SOURCE MATERIAL: Begin

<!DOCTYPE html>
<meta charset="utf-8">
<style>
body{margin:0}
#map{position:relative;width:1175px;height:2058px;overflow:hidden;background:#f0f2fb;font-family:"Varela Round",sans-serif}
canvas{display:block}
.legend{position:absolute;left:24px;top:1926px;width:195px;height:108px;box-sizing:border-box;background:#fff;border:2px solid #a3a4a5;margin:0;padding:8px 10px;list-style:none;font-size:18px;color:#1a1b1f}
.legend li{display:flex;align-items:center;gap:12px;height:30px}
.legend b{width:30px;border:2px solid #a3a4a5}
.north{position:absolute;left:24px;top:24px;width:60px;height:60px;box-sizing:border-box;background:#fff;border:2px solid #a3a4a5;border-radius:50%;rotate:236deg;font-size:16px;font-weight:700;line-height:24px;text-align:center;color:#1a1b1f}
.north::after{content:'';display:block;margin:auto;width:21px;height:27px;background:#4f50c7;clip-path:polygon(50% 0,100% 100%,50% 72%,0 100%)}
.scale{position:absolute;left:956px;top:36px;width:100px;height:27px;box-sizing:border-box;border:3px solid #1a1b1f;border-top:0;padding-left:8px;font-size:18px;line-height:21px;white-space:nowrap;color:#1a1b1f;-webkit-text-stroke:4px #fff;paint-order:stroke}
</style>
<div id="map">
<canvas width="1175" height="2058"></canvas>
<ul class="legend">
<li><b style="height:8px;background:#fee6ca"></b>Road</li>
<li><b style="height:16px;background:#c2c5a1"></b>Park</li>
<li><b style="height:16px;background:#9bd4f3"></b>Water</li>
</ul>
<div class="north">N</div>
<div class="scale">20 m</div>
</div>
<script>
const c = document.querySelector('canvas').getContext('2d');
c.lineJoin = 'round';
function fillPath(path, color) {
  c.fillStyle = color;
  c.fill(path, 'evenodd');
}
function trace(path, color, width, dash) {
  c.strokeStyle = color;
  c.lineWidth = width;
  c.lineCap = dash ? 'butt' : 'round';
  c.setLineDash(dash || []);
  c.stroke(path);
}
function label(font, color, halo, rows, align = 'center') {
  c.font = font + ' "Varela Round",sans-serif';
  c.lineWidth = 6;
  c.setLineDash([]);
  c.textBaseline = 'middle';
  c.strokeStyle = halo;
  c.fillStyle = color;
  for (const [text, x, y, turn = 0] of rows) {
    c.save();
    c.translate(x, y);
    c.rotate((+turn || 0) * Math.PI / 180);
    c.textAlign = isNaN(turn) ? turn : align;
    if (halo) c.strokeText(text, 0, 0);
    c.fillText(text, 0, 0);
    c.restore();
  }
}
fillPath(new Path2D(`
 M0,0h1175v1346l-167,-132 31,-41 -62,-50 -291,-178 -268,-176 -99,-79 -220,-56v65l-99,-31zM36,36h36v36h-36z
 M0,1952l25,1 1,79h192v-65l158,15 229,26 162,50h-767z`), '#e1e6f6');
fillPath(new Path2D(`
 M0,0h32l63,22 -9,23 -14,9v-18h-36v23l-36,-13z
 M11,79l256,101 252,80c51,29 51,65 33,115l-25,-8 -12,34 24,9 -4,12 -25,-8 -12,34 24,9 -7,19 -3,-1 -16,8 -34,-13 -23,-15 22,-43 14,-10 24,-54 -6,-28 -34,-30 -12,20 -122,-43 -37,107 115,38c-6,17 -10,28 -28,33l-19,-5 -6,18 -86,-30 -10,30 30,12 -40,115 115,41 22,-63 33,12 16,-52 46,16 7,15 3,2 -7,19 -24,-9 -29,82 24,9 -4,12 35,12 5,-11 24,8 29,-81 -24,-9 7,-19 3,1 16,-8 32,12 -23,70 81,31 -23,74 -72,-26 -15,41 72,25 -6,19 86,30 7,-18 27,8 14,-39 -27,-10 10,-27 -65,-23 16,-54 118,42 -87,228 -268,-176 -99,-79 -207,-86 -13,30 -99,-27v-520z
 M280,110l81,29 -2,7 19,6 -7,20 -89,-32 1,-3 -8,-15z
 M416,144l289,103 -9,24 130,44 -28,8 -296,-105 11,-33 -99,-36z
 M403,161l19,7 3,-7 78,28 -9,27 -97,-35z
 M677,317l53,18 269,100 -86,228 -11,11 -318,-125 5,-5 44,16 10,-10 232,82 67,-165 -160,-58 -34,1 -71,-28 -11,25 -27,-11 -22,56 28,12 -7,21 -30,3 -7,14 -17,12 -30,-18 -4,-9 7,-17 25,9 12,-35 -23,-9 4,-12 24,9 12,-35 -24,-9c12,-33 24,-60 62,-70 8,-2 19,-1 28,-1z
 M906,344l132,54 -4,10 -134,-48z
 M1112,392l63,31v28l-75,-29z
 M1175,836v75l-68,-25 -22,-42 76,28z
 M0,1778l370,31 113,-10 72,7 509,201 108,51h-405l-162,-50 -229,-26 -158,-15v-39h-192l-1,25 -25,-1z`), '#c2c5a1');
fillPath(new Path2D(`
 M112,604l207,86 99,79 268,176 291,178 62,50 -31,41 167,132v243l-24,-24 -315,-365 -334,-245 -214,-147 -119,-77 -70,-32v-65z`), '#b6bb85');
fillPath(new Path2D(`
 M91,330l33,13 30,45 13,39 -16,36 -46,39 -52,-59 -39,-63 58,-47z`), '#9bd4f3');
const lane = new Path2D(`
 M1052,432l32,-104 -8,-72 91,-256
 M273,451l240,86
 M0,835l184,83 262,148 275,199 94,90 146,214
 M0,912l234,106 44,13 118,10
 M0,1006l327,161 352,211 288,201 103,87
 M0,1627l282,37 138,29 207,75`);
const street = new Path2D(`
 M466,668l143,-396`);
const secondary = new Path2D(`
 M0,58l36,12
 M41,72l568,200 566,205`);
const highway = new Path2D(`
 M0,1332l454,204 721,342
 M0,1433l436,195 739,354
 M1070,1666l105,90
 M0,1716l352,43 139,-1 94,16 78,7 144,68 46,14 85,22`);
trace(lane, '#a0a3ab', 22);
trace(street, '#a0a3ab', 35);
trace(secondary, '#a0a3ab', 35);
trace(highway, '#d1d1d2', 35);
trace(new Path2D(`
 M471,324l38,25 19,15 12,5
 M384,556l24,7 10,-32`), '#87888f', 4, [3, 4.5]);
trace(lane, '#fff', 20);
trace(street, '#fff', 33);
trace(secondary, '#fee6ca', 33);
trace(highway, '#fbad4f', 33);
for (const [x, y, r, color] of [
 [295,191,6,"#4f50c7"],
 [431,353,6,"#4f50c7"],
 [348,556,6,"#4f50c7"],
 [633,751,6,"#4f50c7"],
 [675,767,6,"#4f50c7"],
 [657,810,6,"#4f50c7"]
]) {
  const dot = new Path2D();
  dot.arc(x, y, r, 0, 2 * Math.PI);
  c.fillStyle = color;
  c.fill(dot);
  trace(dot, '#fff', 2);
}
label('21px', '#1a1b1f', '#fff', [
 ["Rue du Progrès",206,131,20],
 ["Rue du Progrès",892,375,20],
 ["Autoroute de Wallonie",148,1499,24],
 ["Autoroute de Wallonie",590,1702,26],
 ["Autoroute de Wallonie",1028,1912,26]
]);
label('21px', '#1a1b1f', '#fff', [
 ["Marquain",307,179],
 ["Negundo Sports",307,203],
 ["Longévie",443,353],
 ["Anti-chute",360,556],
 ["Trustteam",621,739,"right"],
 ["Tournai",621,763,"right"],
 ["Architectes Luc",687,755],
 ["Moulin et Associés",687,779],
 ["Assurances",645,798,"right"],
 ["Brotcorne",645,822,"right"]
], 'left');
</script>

SOURCE MATERIAL: End

Write the lines out exactly, from the one with "M0,1433l436,195 739,354" down to the last line of the listing, and leave out all others.

 M0,1433l436,195 739,354
 M1070,1666l105,90
 M0,1716l352,43 139,-1 94,16 78,7 144,68 46,14 85,22`);
trace(lane, '#a0a3ab', 22);
trace(street, '#a0a3ab', 35);
trace(secondary, '#a0a3ab', 35);
trace(highway, '#d1d1d2', 35);
trace(new Path2D(`
 M471,324l38,25 19,15 12,5
 M384,556l24,7 10,-32`), '#87888f', 4, [3, 4.5]);
trace(lane, '#fff', 20);
trace(street, '#fff', 33);
trace(secondary, '#fee6ca', 33);
trace(highway, '#fbad4f', 33);
for (const [x, y, r, color] of [
 [295,191,6,"#4f50c7"],
 [431,353,6,"#4f50c7"],
 [348,556,6,"#4f50c7"],
 [633,751,6,"#4f50c7"],
 [675,767,6,"#4f50c7"],
 [657,810,6,"#4f50c7"]
]) {
  const dot = new Path2D();
  dot.arc(x, y, r, 0, 2 * Math.PI);
  c.fillStyle = color;
  c.fill(dot);
  trace(dot, '#fff', 2);
}
label('21px', '#1a1b1f', '#fff', [
 ["Rue du Progrès",206,131,20],
 ["Rue du Progrès",892,375,20],
 ["Autoroute de Wallonie",148,1499,24],
 ["Autoroute de Wallonie",590,1702,26],
 ["Autoroute de Wallonie",1028,1912,26]
]);
label('21px', '#1a1b1f', '#fff', [
 ["Marquain",307,179],
 ["Negundo Sports",307,203],
 ["Longévie",443,353],
 ["Anti-chute",360,556],
 ["Trustteam",621,739,"right"],
 ["Tournai",621,763,"right"],
 ["Architectes Luc",687,755],
 ["Moulin et Associés",687,779],
 ["Assurances",645,798,"right"],
 ["Brotcorne",645,822,"right"]
], 'left');
</script>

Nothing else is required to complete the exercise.